Data records:
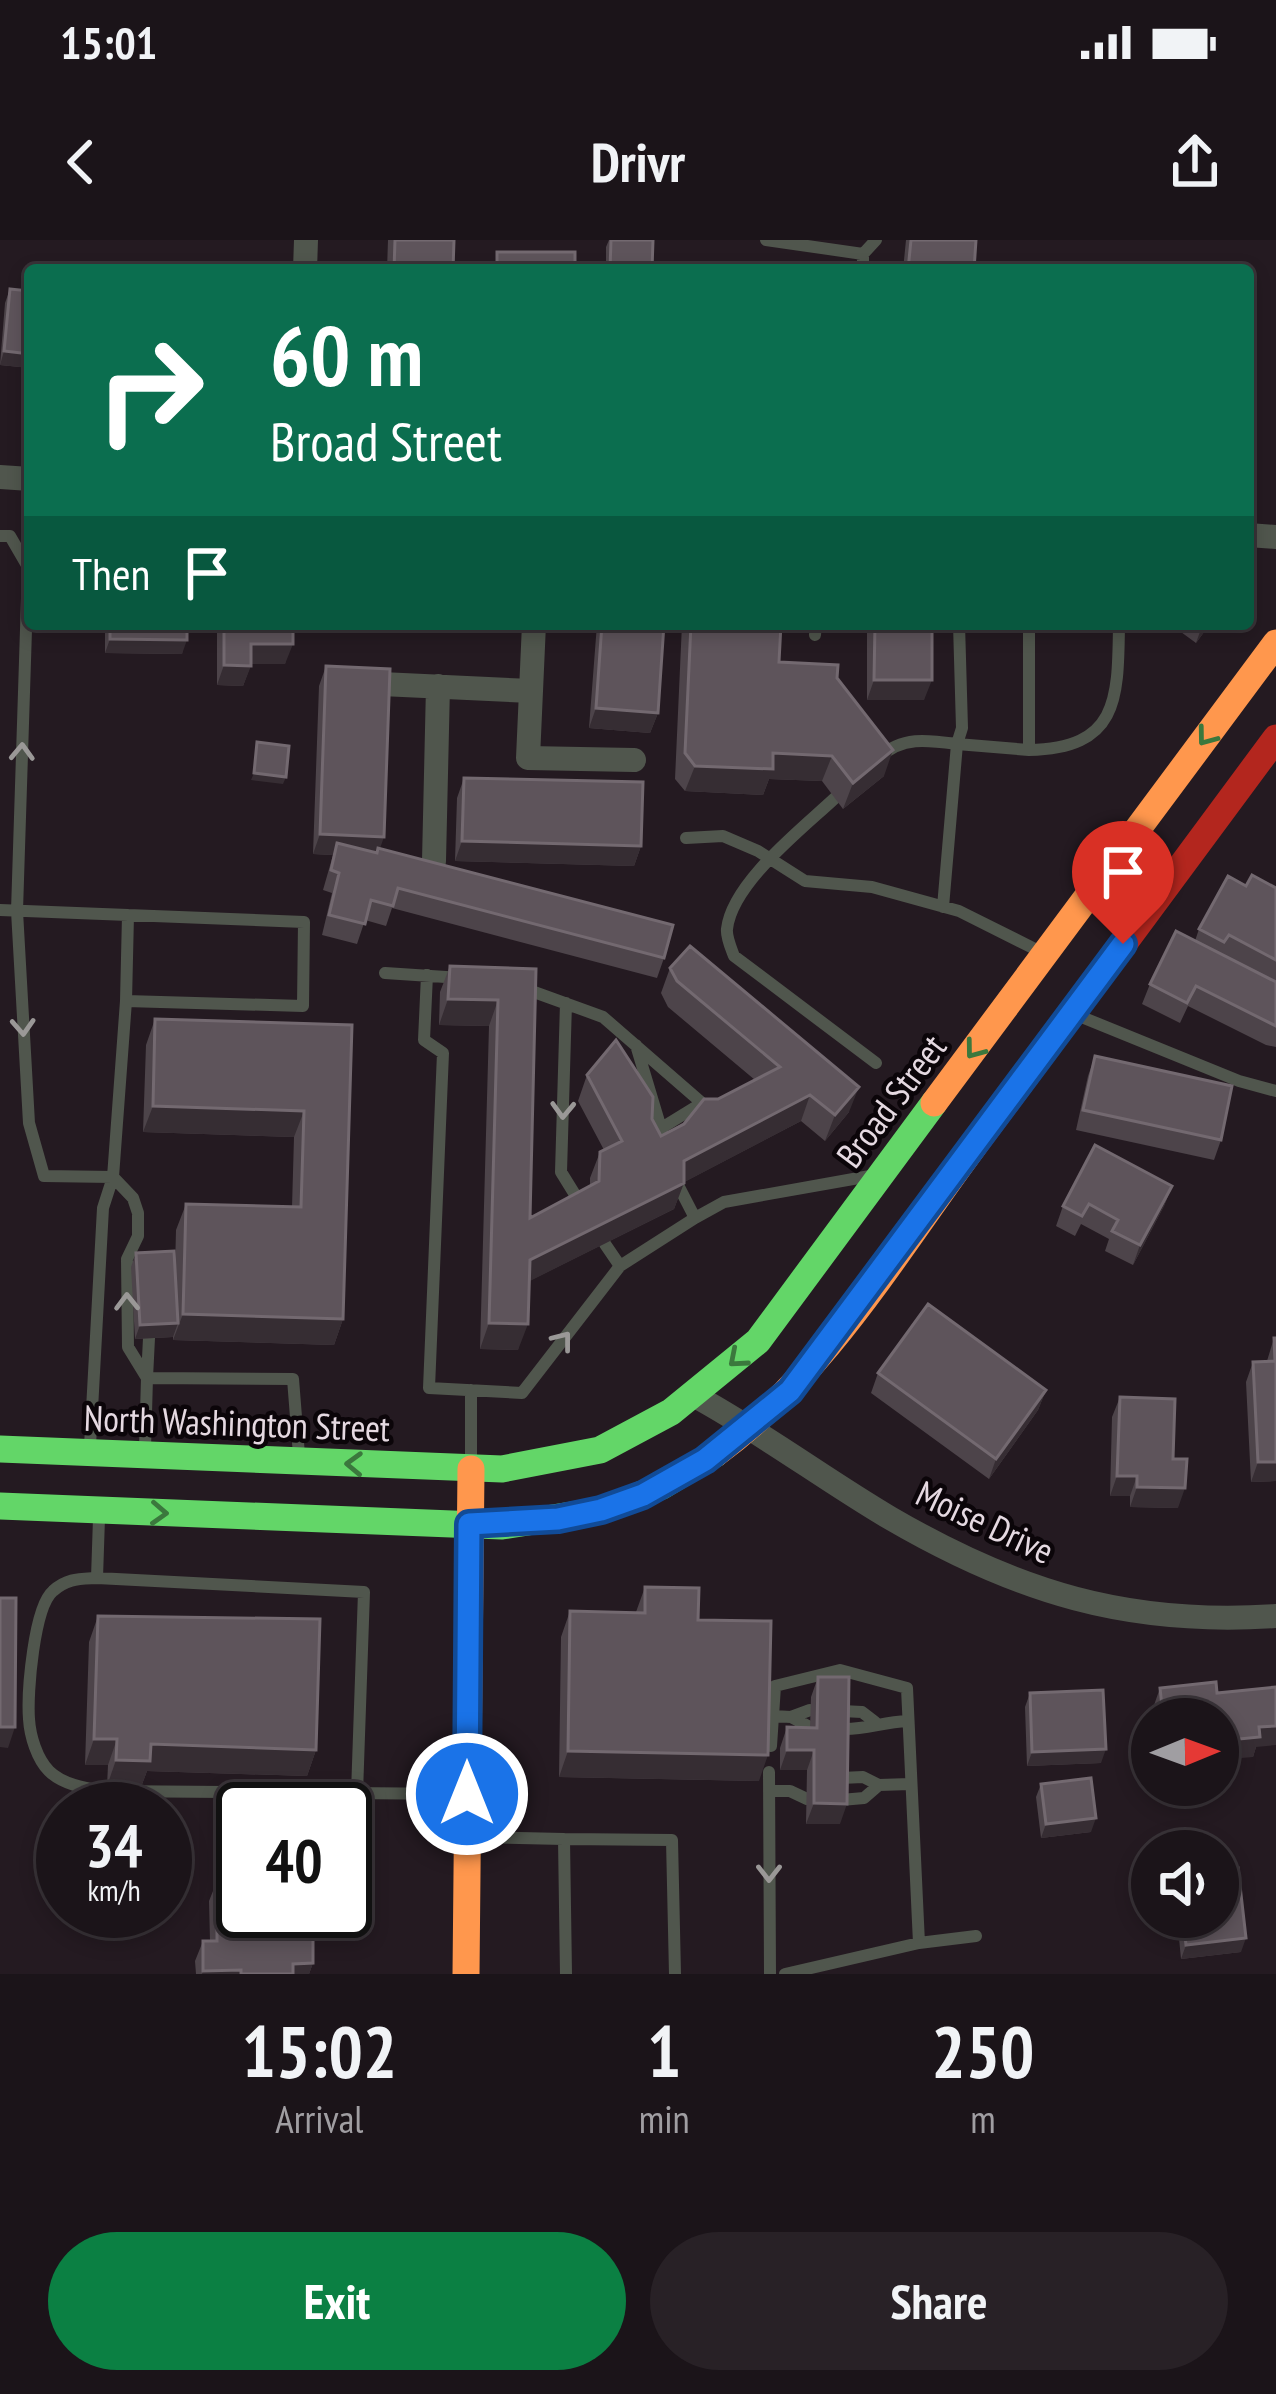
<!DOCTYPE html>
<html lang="en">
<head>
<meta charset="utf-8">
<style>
	body { margin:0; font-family:"PT Sans Narrow",sans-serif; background:#282126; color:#f1f3f6; height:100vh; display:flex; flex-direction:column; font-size:45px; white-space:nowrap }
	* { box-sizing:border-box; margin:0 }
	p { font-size:39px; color:#a09ea2 }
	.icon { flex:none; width:66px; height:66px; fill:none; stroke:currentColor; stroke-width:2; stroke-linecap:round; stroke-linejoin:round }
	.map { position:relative; height:1734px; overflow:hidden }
	.sheet { display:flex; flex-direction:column; background:#1b1419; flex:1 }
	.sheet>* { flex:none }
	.banner { position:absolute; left:24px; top:24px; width:1230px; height:366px; border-radius:12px; box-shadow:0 6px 18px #0003,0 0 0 3px #393338; background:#0b6e4f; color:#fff; overflow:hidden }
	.needle { width:78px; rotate:89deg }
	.tools { position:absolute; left:1131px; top:1458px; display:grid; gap:24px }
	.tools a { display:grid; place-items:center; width:108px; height:108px; border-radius:50%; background:#1b1419; box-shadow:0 6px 18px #0003,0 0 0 3px #393338; font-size:60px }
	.speed { position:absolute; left:36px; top:1542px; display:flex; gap:24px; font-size:60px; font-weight:700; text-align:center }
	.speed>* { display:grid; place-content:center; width:156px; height:156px; border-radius:50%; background:#1b1419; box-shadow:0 6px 18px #0003,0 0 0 3px #393338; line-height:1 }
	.speed small { font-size:30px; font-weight:400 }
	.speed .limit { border:6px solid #111; border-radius:18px; background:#fff; color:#111 }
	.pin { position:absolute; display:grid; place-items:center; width:102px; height:102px; color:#fff; margin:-123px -51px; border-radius:50% 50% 50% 0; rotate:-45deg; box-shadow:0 0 12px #0007 }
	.pin .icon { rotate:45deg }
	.me { position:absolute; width:132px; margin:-66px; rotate:0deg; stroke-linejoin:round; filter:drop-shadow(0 0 9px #0008) }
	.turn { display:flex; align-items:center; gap:42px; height:252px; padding:0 48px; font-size:54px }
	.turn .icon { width:156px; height:156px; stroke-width:2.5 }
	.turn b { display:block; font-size:84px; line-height:102px }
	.then { display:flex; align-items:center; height:114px; padding:0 48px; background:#0003; gap:24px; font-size:45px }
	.eta { display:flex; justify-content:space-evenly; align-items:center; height:204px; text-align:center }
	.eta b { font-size:72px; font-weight:600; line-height:84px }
	.cta { display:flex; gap:24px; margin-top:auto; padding:24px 48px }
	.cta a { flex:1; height:138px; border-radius:72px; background:#0b8043; color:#fff; font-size:48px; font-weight:600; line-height:138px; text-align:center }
	.cta a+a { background:#282126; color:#f1f3f6 }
	.status { display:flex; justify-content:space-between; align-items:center; height:84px; padding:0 60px; background:#1b1419; direction:ltr }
	.status svg { height:33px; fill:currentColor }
	header { display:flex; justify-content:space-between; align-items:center; height:156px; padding:0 48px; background:#1b1419; font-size:54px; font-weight:600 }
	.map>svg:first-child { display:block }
</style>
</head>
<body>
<div class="status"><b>15:01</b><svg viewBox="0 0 49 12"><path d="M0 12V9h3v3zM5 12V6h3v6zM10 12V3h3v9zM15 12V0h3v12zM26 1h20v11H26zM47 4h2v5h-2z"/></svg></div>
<header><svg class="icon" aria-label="back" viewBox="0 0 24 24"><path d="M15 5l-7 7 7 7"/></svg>Drivr<svg class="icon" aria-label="share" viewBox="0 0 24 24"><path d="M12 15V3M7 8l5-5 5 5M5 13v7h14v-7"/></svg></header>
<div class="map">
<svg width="1276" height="1734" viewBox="0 0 1276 1734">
	<rect width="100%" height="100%" fill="#241a21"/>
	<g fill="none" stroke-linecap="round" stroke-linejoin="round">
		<path stroke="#50564d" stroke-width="12" d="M766,0L863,14
			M863,30V14L876,0
			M0,296H10L28,327L17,671L29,883L44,936L113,937L133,958L138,973V996L127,1019L128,1107L147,1138L145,1208
			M815,395L816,384
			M1029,510C1119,508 1118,459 1119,384
			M880,517C902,496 928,500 957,504L962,488L959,384
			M835,558C803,588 732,643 727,689C726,697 731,708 734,716L876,823
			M686,598L723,596L758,611L805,641L872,647L959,671L1039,711
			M943,667L957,504L1029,510V384
			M0,670L304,682L303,766L126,761L128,675
			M385,733L461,738
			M427,735L424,800L443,813L429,1148L522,1153L620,1026L695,978L724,962L870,936
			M523,748L603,777L702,863L663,887
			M566,763L561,932L582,966
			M1079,776L1239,841L1276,851
			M636,805L663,895
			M678,945L695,978
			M605,1004L620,1026
			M149,1098L147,1138L293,1139L299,1215
			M90,1206L103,968L113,937L126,761
			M471,1221V1150
			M97,1338L99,1278
			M842,1471L862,1472L875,1482
			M773,1476L791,1477L810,1470
			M791,1477L810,1487
			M842,1489C865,1490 883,1482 907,1481
			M771,1506L775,1446L840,1430L907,1448L919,1703
			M769,1532L770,1734
			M841,1538L863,1537L879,1545L910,1544
			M769,1551H790L807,1559
			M357,1553L364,1352L97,1338C80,1339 67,1338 53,1351C34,1367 27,1452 29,1479C30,1496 37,1519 49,1531C62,1544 84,1548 102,1551L466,1554
			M841,1560L864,1558L879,1545
			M469,1597L564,1599
			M566,1734L564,1599L672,1600L675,1734
			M785,1734L919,1703L976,1696"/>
		<path stroke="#50564d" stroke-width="24" d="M305,30L306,0
			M0,237L30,239
			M1248,295L1276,297
			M534,384L528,518L634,520
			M360,443L531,451
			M434,621L438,446
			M695,1156C763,1193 824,1239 890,1278C1017,1352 1128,1386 1276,1376"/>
		<path stroke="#63d668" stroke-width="27" d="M0,1209L502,1229L600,1210L671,1172L758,1101L934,863
			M0,1266L502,1286L603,1270L662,1246L715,1214"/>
		<path stroke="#ff974d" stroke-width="27" d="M934,863L1276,403
			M715,1214C823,1136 895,1013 974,906
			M466,1734L471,1229"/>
		<path stroke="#b3261e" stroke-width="27" d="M974,906L1276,498"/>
	</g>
	<path fill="#4d444a" d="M388,0H454L453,30H387Z
		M609,0H653L652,30H606V7Z
		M906,0H976L974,30H903Z
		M10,49L30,128L0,125L5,63Z
		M105,384H187L182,414L105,413Z
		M217,384H293L285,424H251L243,446L217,445Z
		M597,384H664L658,473L650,493L589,488Z
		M682,384H781L779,422L837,438L884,536L843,569L822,541L769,539L763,555L685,551L675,539Z
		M867,384H932L924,460H867Z
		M1170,384H1210L1196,403Z
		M326,426L380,608L664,718L657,738L392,668L386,686L365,680L357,704L322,695L332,653L323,650L333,615L313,614L319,446Z
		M464,538L641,606L634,626L455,621L457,558Z
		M1246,646L1276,648V807L1266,805L1188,766L1180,783L1142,764L1150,744L1195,701L1199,689Z
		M450,726L536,729L530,978L590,946V938L600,912L604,910L578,861L587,835L652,879L661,896L755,840L668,767L661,753L670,728L849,872L825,901L801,881L684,942L674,969L529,1041L518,1110L480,1109L489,786L439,785L440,752Z
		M155,779L352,785L343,1079L334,1105L173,1100V1097L135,1099L131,1027L136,1013L175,1029L176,990L186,964L292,967L294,897L143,892L146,805Z
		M1095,816L1221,900L1214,920L1076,890L1088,836Z
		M1172,946L1164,966L1133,1025L1105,1011L1109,999L1081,984L1075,996L1056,986L1063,966Z
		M1274,1098L1276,1241L1251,1242L1246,1142L1253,1122L1267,1121Z
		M878,1133L1046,1150L1038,1170L989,1239L871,1153Z
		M1120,1157L1178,1268L1130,1267V1256H1110L1112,1177Z
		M645,1347L698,1380L759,1541L559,1537L561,1397L570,1371L636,1372Z
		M98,1376L316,1510L307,1536L147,1531L141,1547L107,1546L108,1525H85L89,1402Z
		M818,1437L840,1584H806L807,1530H780V1508L787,1487L810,1488L811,1457Z
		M1160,1448L1217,1453L1256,1507L1253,1517L1218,1479H1154L1153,1468Z
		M1030,1453L1101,1523L1027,1526L1025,1467Z
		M1041,1544L1091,1592L1041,1598L1036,1557Z
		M217,1641L313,1723L309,1734H196L195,1721L203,1701H210L209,1661Z
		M1177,1677H1218L1241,1712L1181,1719Z"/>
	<path fill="#362d33" d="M4,111L30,114V128L0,125Z
		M1205,384H1210L1196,403L1201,389Z
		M110,399L187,400L182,414L105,413Z
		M251,404H293L285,424H243Z
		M224,425L251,426L243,446L217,445Z
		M874,440H932L924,460H867Z
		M596,468L658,473L650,493L589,488Z
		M893,510L884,536L843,569L853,543Z
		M773,513L832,516L822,541L769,539L763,555L685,551L695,526Z
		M254,533L286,537L283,544L251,540Z
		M320,594L384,597L377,617L337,603L333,615L313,614Z
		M462,601L641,606L634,626L455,621Z
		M448,759L498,760L489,786L439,785Z
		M859,847L849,872L825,901L835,875Z
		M810,855L801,881L675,947L684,921Z
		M153,866L304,871L294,897L143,892Z
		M684,943L674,969L520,1046L530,1020Z
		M1172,946L1164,966L1133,1025L1140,1005Z
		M183,1074L343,1079L334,1105L173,1100Z
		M178,1083L173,1097L135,1099L140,1085Z
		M489,1083L528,1084L518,1110L480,1109Z
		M1046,1150L1038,1170L989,1239L996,1219Z
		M1258,1222H1276V1241L1251,1242Z
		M1117,1236H1137L1130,1256H1110Z
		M1137,1247L1185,1248L1178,1268L1130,1267Z
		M1276,1486V1505L1256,1507L1253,1517L1218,1520V1501L1259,1487Z
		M0,1487H15L8,1508L0,1507Z
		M94,1499H117L108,1525H85Z
		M151,1504L316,1510L307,1536L147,1531L141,1547L107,1546L116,1520Z
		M1106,1509L1101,1523L1027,1526L1032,1512Z
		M787,1510H814L807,1530H780Z
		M568,1511L768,1515L759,1541L559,1537Z
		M814,1563L847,1564L840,1584H806Z
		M1096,1578L1091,1592L1041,1598L1046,1584Z
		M1246,1698L1241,1712L1181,1719L1186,1705Z
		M313,1723L309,1734H289L293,1724Z
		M241,1730L240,1734H202L203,1731Z"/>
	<path fill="#5e545b" stroke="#736970" stroke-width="3" d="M395,0H454L453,30H394Z
		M611,0H653L652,30H610Z
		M911,0H976L974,30H908Z
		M497,12H575V30H497Z
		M1064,24L1099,25V30H1064Z
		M85,27L148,28L147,30H85Z
		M715,29L835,30H715Z
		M10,49L30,51V114L4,111Z
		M110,384H187V400L110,399Z
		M224,384H293V404H251V426L224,425Z
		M602,384H664L658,473L596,468Z
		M691,384H781L779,422L838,425L837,438L893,510L853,543L832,516L773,513V529L695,526L685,513Z
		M875,384H932V440H874Z
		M326,426L390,429L384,597L320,594Z
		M257,502L289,506L286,537L254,533Z
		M464,538L643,542L641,606L462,601Z
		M337,603L377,613L378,608L673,685L664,718L398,648L393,666L371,660L365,684L329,675L339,633L331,630Z
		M1252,635L1276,648V720L1229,695L1224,702L1199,689L1228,636L1246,646Z
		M1176,691L1276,742V786L1196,746L1187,763L1150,744Z
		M690,706L859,847L835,875L810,855L684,921V943L530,1020L528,1084L489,1083L498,760L448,759L450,726L536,729L530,978L599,941L600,912L622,901L587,835L616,800L653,857L652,879L661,896L684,884L704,859H718L780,827L677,741L670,728Z
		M155,779L352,785L343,1079L183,1074L186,964L301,967L304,871L153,866Z
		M1095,816L1232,846L1221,900L1083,870Z
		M1095,905L1172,946L1140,1005L1112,991L1118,980L1089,964L1082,976L1063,966Z
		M174,1011L178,1083L140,1085L136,1013Z
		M928,1064L1046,1150L996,1219L878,1133Z
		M1274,1098H1276V1222H1258L1253,1122L1275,1121Z
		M1120,1157L1175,1159L1173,1219H1187L1185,1248L1137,1247V1236H1117Z
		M645,1347L699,1348L698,1380L771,1381L768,1515L568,1511L570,1371L645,1373Z
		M0,1358H16L15,1487H0Z
		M98,1376L320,1379L316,1510L151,1504L150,1521L116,1520L117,1499H94Z
		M818,1437H849L847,1564L814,1563V1510H787V1487L817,1488Z
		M1216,1442L1217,1453L1276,1447V1486L1259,1487L1260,1497L1218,1501V1479H1177L1176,1475L1163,1476L1160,1448Z
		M1103,1450L1106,1509L1032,1512L1030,1453Z
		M1091,1538L1096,1578L1046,1584L1041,1544Z
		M1238,1628L1246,1698L1186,1705L1183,1677H1218V1631Z
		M217,1641H243V1671H313V1723L293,1724V1734H241V1730L203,1731V1701H217Z"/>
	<defs><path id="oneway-chevron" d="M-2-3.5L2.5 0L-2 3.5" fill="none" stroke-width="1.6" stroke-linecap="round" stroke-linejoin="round" transform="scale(3)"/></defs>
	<g stroke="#3b783d">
		<use href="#oneway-chevron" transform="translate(1206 497) rotate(127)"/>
		<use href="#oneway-chevron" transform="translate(974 810) rotate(127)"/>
		<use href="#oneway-chevron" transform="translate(737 1119) rotate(139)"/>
		<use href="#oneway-chevron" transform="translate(354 1224) rotate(-178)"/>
		<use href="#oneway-chevron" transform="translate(159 1273) rotate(3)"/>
	</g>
	<g stroke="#9a9897">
		<use href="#oneway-chevron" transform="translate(22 512) rotate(-88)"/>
		<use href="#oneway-chevron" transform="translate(23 787) rotate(87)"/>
		<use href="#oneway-chevron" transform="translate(563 870) rotate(92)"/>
		<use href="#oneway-chevron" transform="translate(127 1062) rotate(-91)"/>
		<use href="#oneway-chevron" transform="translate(563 1100) rotate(-52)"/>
		<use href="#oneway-chevron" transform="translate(769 1633) rotate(90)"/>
	</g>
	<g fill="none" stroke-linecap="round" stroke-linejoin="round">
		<defs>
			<path id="route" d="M467,1554L469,1284L558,1279L601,1270L643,1255L705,1220L790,1151L1123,704"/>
		</defs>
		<use href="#route" stroke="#114b97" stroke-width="30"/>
		<use href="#route" stroke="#1a73e8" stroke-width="21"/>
	</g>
	<g text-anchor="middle" stroke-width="9" stroke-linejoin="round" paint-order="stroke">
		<g font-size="36" fill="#e5d9e1" stroke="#0b0509">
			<text transform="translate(891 861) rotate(-53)" y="13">Broad Street</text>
			<text transform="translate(237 1183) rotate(2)" y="13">North Washington Street</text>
			<text transform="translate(985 1282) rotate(25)" y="13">Moise Drive</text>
		</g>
	</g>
</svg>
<div class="tools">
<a><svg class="needle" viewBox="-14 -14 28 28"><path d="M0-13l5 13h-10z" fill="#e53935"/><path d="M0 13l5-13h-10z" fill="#a09ea2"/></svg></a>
<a><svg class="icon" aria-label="sound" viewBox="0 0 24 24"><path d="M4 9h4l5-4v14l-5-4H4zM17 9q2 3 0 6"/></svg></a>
</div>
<div class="speed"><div>34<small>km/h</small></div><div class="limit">40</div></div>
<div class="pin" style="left:1123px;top:704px;background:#d93025"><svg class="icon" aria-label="arrive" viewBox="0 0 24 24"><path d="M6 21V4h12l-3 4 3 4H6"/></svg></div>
<svg class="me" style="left:467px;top:1554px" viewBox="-20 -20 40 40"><circle r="17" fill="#1a73e8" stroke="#fff" stroke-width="3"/><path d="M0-11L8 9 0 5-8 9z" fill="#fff"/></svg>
<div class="banner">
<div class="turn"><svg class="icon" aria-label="right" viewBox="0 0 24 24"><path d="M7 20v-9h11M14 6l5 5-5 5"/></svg><div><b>60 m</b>Broad Street</div></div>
<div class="then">Then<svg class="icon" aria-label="arrive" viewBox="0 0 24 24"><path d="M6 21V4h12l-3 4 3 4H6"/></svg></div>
</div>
</div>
<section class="sheet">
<div class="eta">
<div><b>15:02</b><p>Arrival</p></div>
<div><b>1</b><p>min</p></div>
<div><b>250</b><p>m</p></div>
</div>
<div class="cta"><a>Exit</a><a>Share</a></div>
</section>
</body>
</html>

EXERCISE GOAL:
Report all lines in the records that include the string "linecap".

ANSWER TO THIS EXERCISE:
	.icon { flex:none; width:66px; height:66px; fill:none; stroke:currentColor; stroke-width:2; stroke-linecap:round; stroke-linejoin:round }
	<g fill="none" stroke-linecap="round" stroke-linejoin="round">
	<defs><path id="oneway-chevron" d="M-2-3.5L2.5 0L-2 3.5" fill="none" stroke-width="1.6" stroke-linecap="round" stroke-linejoin="round" transform="scale(3)"/></defs>
	<g fill="none" stroke-linecap="round" stroke-linejoin="round">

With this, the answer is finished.